Copy every line from the data below in which the string "building" can be found.

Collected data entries
•••

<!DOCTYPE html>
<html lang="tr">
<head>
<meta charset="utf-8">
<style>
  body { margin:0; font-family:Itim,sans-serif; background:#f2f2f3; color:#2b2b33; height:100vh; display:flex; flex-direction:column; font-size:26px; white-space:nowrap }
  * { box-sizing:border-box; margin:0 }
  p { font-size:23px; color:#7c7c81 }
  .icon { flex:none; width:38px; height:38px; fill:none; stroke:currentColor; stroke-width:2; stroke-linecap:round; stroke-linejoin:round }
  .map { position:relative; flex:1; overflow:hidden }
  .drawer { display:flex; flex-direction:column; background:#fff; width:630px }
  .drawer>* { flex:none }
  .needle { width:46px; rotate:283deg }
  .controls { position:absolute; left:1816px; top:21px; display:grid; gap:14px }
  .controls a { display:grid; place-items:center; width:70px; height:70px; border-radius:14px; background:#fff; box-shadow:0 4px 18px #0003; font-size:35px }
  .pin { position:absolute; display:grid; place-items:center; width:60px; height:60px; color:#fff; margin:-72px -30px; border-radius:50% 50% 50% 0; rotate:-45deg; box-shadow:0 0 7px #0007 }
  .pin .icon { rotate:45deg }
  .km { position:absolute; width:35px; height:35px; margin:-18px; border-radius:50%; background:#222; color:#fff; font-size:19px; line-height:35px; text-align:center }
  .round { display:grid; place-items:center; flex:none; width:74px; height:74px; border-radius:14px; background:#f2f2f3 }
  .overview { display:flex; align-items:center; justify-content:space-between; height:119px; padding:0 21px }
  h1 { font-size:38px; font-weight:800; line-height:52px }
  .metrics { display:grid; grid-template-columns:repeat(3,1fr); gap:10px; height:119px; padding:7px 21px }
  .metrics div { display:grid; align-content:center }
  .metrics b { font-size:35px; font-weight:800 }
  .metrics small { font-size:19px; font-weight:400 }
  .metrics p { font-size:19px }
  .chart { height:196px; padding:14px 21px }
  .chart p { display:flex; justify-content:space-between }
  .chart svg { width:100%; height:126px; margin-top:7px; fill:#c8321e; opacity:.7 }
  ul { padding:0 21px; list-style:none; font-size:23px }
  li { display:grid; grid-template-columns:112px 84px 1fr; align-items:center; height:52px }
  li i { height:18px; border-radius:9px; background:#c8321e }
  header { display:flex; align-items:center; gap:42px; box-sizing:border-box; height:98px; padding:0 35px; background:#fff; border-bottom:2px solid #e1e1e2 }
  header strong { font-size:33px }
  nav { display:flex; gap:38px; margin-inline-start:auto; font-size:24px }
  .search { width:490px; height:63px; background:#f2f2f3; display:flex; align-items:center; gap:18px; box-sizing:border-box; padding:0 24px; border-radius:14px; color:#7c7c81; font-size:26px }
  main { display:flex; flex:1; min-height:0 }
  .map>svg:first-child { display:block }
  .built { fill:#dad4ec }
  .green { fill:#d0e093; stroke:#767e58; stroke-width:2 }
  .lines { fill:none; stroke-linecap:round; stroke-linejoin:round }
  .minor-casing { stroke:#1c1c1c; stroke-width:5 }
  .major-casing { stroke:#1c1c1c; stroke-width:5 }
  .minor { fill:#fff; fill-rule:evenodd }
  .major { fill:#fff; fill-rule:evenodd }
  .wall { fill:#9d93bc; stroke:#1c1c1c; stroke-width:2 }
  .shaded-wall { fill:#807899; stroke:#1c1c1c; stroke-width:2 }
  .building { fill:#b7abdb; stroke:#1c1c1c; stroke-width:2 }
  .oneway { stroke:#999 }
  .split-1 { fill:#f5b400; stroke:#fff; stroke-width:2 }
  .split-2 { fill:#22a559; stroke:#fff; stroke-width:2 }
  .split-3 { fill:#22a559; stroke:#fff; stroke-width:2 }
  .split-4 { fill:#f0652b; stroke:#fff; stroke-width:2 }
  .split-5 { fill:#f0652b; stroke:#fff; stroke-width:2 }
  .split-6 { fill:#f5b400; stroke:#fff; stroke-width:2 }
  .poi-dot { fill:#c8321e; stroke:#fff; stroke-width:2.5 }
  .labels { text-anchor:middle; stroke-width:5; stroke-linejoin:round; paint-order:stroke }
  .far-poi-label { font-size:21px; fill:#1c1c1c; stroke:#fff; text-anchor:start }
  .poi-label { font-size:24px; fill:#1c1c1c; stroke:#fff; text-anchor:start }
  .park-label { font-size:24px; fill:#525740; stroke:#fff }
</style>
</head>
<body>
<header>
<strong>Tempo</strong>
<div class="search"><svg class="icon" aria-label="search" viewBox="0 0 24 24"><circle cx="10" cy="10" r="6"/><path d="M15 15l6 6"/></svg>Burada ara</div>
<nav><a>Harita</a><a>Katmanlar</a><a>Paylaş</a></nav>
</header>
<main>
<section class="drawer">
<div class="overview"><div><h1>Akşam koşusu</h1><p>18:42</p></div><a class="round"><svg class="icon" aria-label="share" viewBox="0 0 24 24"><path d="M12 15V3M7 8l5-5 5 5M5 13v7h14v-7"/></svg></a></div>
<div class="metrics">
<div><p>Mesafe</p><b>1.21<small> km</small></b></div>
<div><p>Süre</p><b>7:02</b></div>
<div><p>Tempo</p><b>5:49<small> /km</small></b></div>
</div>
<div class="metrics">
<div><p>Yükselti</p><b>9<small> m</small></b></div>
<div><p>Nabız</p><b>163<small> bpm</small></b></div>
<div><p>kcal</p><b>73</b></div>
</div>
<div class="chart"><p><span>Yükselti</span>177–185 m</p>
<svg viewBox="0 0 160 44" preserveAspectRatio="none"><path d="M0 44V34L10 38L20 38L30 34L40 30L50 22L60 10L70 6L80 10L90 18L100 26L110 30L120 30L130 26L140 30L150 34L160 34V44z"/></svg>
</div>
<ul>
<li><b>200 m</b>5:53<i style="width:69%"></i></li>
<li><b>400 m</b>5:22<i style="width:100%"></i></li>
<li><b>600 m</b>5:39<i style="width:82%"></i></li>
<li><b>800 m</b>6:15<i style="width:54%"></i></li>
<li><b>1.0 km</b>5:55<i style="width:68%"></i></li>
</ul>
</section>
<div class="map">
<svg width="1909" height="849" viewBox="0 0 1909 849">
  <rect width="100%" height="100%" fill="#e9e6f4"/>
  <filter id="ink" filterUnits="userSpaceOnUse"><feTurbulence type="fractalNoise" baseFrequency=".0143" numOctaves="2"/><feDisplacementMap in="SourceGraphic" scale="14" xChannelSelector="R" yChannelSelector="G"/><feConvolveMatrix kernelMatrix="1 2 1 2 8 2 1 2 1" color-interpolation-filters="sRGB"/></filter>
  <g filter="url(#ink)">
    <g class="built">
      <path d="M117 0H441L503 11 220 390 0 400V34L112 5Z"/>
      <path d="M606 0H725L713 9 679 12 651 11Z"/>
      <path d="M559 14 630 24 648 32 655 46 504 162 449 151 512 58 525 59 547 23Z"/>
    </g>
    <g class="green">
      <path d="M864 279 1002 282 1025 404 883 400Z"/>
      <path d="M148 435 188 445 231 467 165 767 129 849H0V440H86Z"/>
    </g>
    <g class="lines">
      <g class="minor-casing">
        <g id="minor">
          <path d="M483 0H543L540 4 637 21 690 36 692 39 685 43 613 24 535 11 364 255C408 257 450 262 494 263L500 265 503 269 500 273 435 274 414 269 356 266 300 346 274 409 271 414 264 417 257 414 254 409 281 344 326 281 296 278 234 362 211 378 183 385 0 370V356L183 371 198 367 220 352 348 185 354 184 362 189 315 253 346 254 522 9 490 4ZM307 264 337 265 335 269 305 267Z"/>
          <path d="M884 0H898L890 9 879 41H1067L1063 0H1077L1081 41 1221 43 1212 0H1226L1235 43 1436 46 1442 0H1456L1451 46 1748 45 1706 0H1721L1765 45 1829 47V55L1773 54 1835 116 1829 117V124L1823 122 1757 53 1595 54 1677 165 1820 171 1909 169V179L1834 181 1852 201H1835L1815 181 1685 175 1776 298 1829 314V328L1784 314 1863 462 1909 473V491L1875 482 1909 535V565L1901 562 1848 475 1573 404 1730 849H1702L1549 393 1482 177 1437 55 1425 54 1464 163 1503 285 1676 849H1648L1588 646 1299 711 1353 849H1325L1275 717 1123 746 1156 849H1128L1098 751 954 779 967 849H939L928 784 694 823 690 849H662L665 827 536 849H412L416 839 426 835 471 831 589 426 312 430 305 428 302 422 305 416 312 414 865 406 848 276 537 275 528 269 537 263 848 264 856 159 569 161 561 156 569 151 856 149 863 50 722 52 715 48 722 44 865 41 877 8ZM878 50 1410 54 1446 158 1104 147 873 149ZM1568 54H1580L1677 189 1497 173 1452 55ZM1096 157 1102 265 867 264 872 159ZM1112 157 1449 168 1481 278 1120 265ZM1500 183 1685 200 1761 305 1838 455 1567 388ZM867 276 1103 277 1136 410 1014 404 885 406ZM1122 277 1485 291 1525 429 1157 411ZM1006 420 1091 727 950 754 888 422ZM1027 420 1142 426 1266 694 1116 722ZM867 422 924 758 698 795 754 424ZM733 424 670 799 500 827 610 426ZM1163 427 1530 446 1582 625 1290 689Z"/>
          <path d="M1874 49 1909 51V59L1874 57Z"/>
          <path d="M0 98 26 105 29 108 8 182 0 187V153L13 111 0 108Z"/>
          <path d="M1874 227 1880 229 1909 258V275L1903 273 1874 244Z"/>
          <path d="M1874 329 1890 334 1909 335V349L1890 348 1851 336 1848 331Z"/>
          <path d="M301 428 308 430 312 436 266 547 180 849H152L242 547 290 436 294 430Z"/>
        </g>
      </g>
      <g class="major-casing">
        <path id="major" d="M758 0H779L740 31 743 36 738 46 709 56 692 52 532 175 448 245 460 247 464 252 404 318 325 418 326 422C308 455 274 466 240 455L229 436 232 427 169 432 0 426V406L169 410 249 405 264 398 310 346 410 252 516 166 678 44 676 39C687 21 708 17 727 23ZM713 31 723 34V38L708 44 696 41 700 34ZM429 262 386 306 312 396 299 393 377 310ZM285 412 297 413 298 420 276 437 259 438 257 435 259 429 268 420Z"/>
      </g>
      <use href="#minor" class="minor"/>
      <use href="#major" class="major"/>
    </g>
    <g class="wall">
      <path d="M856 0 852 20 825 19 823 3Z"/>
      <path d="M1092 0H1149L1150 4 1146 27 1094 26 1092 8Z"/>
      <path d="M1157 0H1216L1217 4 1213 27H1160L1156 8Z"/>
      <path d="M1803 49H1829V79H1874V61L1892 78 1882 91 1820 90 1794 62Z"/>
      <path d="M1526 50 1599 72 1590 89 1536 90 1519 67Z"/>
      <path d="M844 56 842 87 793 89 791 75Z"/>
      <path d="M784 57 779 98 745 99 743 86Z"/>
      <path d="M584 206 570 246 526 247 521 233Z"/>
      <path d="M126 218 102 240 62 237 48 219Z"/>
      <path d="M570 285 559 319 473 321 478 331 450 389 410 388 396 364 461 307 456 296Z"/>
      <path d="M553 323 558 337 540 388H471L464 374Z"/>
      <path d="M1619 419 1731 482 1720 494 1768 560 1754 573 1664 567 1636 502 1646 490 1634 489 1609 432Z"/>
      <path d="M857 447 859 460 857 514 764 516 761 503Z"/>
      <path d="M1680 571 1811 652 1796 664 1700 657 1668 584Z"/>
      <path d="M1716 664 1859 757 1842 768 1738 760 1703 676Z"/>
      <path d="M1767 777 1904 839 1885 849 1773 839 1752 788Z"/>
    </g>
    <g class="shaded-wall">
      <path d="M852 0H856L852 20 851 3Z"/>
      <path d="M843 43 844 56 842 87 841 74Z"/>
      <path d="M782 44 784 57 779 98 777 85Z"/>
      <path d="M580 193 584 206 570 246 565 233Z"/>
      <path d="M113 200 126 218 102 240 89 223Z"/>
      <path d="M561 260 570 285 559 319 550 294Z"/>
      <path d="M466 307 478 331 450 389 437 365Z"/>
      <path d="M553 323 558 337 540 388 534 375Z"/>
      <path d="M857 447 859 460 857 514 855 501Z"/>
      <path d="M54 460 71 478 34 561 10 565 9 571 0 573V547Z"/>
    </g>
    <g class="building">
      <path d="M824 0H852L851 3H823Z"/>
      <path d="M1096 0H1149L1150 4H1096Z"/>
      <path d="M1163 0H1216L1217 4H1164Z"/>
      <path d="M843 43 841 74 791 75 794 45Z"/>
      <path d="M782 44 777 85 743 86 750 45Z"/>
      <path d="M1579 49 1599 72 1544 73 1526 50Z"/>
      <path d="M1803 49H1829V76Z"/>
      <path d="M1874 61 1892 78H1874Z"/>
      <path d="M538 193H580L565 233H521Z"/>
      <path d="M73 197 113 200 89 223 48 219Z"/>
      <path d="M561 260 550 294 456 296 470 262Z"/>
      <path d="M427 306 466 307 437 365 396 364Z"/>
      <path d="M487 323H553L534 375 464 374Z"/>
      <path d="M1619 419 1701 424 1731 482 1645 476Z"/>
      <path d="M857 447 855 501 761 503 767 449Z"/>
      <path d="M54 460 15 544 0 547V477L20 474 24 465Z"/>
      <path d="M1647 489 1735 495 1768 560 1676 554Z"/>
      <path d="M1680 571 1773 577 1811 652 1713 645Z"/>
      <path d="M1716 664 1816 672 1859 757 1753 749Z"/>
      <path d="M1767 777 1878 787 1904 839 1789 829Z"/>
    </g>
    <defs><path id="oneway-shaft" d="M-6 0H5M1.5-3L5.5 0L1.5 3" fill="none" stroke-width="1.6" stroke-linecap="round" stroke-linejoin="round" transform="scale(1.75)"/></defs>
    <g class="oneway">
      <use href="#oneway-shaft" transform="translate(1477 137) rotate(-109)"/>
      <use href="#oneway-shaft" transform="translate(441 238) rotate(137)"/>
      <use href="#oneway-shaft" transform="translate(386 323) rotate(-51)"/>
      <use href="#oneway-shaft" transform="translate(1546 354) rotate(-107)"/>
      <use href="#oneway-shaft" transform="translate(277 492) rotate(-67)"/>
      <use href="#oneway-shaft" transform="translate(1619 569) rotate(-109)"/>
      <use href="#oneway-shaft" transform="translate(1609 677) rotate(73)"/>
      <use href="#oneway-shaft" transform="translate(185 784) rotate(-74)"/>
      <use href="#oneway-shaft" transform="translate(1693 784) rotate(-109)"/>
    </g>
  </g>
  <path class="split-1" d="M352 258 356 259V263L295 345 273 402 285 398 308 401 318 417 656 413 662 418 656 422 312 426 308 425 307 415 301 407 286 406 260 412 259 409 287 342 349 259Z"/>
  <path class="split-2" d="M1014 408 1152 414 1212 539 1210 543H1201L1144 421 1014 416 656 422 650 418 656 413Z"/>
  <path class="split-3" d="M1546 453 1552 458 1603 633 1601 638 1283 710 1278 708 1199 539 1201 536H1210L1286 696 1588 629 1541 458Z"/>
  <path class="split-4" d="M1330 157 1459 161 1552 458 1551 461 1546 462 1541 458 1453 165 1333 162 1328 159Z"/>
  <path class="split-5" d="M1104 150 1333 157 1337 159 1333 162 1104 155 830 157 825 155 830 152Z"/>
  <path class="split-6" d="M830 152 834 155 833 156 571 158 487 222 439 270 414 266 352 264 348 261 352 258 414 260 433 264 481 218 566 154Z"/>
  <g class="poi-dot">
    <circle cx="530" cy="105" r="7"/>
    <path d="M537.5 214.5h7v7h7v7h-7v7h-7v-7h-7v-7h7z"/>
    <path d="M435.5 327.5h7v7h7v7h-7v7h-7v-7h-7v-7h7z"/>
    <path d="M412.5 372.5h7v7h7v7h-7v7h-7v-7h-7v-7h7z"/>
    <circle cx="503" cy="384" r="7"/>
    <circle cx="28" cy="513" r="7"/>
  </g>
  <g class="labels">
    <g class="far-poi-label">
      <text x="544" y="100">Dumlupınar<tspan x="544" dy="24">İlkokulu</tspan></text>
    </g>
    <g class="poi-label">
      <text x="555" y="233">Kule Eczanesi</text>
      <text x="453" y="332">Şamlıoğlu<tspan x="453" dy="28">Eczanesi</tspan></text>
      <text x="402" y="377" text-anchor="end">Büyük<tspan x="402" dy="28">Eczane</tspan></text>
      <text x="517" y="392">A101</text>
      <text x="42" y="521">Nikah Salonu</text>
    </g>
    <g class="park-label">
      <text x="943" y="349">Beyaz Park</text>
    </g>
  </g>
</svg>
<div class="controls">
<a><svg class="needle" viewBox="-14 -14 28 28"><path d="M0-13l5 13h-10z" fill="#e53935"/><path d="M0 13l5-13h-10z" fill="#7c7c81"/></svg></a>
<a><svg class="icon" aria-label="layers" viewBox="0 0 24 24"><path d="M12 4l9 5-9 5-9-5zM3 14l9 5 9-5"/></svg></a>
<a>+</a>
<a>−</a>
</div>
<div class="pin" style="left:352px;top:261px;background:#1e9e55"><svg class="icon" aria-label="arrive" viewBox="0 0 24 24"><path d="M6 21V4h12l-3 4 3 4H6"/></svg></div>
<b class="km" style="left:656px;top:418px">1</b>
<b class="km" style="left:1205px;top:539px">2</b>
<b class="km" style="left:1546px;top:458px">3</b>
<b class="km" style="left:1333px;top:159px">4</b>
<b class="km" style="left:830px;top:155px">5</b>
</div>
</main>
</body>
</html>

•••

■ Result below
  .building { fill:#b7abdb; stroke:#1c1c1c; stroke-width:2 }
    <g class="building">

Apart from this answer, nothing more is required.